Conclusions: ROP may be a small proportion of the childhood blindness at present but it is likely to increase as neonatal care becomes available to the majority of the population. Screening programmes need to be instituted in all institutions with individualised screening guidelines. For this an increase in trained personnel is required.

Why people do not come for cataract surgery in Nakuru, Kenya

Galo Aquirre

Family and Community Medicine Specialist, Santesteban Health Centre (Centro de Salud de Santesteban), Santesteban-Navarra, Spain. Email: galusgali@yahoo.es

Aim: To describe the barriers to uptake of cataract services in Nakuru, Kenya and to make recommendations on how to overcome the barriers.

Methods: A population-based survey (rapid assessment for avoidable blindness) identified 229 patients needing cataract surgery. Of those, 91 had had cataract surgery but 138 had not accepted surgery despite being recommended to do so. All 138 non-acceptors were interviewed using Barriers to Surgery Questionnaire and each person gave four reasons for not taking up the surgery.

Results: There were no statistical significant differences between age, sex and place of residence as being risk factors for not accepting surgery.

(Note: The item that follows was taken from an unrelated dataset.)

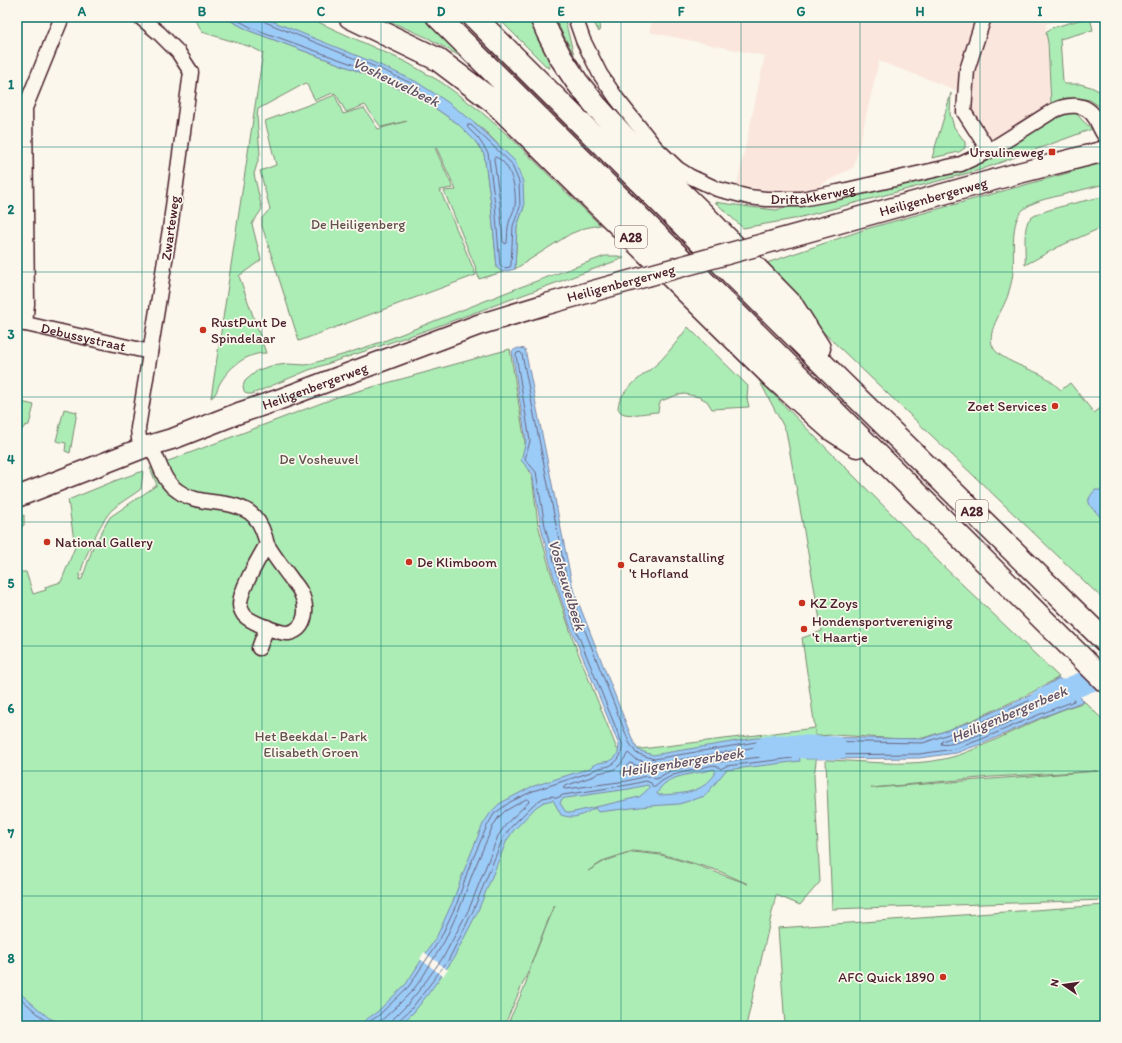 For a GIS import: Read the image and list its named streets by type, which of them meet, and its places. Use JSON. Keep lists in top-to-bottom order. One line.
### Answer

This was a surprise as often elderly women are seen to be at higher risk of being blind from cataract. The main barrier for not taking up surgery was lack of awareness followed by cost and being able to manage with one eye.

Conclusions: Health education campaigns are necessary to persuade people in Nakuru to take up surgery. Experiences from other countries show that this is possible and can prevent people in the community remaining blind from a treatable cause.